What is required.
The lines you return must be all those in the data that hold the string "controls".

(Saved entries)
----
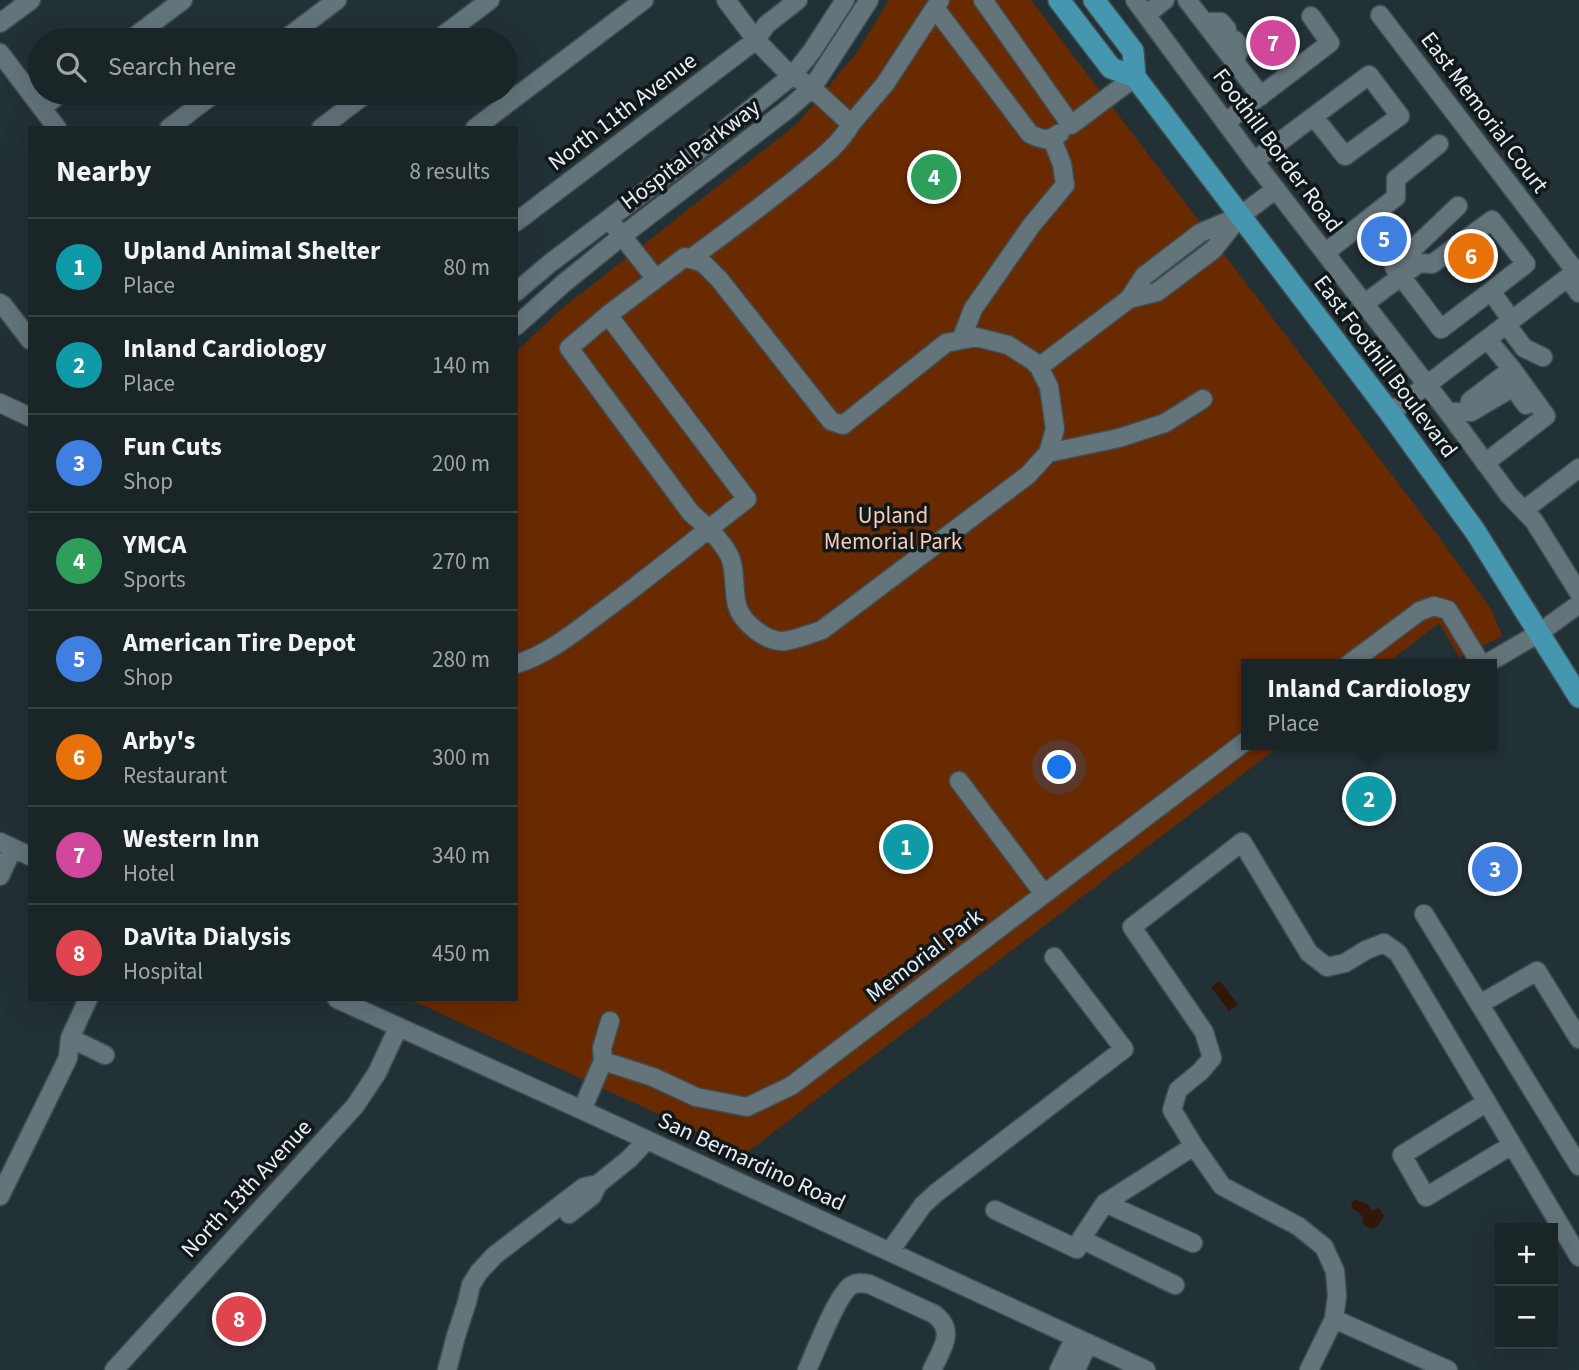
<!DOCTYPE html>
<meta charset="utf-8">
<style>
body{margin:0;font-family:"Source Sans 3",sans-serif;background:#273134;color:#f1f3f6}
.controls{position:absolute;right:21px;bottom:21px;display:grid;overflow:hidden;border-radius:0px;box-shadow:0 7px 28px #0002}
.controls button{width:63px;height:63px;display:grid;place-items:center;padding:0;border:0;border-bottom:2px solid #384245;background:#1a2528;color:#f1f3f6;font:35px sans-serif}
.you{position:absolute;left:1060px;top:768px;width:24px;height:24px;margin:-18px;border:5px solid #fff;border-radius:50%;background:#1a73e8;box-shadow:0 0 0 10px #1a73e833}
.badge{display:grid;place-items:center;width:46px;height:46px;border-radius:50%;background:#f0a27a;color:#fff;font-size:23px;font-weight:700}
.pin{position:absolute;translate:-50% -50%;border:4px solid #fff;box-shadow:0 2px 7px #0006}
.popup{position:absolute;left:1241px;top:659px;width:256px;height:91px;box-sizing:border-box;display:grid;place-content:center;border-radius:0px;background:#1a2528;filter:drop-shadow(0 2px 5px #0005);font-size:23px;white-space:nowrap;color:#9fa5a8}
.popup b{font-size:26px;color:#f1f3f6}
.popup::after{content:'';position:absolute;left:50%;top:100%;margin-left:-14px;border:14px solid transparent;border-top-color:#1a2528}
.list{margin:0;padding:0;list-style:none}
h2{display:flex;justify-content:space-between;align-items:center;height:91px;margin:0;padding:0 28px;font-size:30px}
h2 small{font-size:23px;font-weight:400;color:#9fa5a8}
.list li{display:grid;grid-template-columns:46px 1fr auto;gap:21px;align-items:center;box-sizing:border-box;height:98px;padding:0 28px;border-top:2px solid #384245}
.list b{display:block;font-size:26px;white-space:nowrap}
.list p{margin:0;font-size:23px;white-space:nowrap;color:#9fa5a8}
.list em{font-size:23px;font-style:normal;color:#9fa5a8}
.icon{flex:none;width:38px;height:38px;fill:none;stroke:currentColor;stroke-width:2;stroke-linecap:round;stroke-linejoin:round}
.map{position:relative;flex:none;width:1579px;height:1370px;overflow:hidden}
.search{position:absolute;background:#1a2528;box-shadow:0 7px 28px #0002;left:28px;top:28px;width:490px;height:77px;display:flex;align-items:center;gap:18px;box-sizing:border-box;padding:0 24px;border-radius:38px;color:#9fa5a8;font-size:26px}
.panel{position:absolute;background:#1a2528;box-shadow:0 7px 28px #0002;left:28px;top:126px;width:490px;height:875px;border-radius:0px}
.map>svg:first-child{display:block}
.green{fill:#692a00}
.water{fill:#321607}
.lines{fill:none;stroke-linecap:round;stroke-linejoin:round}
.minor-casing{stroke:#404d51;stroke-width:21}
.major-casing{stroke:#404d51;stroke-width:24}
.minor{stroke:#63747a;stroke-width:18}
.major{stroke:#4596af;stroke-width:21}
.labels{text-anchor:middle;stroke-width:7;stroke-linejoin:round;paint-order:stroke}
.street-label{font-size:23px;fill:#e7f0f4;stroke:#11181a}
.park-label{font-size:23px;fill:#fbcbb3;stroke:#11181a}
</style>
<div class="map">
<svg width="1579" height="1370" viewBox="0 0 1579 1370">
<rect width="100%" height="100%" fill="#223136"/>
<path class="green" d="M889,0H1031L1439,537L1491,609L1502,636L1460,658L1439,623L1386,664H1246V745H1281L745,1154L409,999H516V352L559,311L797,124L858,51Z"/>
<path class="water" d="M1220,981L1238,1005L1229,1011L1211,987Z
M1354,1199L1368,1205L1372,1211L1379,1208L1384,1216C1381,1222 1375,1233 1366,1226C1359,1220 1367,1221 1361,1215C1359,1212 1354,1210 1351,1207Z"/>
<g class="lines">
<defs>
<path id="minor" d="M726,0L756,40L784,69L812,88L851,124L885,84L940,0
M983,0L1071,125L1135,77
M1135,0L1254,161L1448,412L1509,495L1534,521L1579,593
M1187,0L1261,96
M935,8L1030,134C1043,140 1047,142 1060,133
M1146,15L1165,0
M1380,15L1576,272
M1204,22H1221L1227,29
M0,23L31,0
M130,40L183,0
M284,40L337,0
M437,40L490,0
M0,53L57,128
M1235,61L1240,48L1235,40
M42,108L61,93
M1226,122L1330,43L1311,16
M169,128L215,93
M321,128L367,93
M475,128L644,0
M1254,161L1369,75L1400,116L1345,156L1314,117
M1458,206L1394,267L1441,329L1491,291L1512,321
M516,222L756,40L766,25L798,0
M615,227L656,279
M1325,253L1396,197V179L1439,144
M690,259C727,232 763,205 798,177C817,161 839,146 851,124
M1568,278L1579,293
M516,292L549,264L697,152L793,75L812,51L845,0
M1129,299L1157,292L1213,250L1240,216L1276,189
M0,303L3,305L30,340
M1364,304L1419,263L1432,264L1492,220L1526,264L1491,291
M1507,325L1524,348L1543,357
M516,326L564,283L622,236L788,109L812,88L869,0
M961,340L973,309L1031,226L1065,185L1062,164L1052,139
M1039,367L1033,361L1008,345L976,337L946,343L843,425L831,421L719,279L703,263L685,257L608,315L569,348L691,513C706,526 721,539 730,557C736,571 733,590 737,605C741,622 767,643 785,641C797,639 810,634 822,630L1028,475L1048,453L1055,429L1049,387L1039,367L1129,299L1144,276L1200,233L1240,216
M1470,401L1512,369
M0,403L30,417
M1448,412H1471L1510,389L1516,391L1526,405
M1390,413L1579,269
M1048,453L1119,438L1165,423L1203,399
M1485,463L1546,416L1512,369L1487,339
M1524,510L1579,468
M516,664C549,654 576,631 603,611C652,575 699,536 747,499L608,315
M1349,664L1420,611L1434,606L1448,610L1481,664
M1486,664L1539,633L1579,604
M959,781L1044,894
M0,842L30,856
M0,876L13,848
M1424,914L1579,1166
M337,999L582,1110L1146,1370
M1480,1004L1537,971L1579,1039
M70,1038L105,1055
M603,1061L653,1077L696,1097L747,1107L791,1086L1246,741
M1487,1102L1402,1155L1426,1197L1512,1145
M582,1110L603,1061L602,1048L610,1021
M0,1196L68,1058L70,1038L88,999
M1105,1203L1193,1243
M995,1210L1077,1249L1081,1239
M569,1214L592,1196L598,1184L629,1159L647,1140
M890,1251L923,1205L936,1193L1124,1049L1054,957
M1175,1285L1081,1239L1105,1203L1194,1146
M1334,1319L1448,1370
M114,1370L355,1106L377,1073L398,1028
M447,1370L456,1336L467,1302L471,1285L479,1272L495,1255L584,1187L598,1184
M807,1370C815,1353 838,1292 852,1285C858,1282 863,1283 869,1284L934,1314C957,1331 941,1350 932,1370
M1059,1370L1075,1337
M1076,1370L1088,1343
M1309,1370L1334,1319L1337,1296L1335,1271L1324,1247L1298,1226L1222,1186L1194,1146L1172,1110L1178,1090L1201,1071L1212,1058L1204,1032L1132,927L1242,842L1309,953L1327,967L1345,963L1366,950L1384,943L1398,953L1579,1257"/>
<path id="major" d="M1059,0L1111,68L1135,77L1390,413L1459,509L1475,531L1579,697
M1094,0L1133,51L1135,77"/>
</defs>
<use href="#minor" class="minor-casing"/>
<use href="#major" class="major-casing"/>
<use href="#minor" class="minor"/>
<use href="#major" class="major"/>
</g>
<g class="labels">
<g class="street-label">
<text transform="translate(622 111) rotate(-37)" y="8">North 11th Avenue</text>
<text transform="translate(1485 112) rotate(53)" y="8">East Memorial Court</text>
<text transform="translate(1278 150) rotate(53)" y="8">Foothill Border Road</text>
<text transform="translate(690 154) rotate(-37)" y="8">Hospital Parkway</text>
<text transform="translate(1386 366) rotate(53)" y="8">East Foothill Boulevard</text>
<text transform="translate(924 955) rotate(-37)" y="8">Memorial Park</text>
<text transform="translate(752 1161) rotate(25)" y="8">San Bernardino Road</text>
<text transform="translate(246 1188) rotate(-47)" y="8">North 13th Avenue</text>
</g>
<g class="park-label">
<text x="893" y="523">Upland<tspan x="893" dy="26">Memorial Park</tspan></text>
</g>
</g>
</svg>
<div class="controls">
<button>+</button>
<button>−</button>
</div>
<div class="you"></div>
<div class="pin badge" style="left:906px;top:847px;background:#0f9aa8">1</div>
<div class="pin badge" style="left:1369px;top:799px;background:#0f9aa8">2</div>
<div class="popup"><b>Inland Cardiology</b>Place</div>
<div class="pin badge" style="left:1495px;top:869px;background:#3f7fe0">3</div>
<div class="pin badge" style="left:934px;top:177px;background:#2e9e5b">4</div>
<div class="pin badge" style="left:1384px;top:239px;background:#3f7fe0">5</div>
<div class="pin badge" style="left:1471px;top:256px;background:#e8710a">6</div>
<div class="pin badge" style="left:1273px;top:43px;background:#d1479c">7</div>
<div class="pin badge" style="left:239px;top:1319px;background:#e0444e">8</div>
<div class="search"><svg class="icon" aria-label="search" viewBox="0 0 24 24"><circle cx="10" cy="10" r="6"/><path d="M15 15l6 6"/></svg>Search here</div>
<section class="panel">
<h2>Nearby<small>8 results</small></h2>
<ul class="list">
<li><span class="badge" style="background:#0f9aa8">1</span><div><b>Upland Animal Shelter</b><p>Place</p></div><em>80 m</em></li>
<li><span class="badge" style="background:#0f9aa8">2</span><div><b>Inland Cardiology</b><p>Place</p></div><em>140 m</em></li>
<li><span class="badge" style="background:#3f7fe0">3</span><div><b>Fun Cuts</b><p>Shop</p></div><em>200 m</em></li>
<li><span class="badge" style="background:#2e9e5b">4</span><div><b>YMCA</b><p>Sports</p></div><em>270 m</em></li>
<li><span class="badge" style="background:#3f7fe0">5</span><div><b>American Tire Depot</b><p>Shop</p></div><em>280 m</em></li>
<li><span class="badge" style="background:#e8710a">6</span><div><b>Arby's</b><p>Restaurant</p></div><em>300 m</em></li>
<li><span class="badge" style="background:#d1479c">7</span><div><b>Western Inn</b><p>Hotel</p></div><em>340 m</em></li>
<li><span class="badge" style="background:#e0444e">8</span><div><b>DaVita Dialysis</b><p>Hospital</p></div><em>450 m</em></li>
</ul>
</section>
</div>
----
Response for this exercise.
.controls{position:absolute;right:21px;bottom:21px;display:grid;overflow:hidden;border-radius:0px;box-shadow:0 7px 28px #0002}
.controls button{width:63px;height:63px;display:grid;place-items:center;padding:0;border:0;border-bottom:2px solid #384245;background:#1a2528;color:#f1f3f6;font:35px sans-serif}
<div class="controls">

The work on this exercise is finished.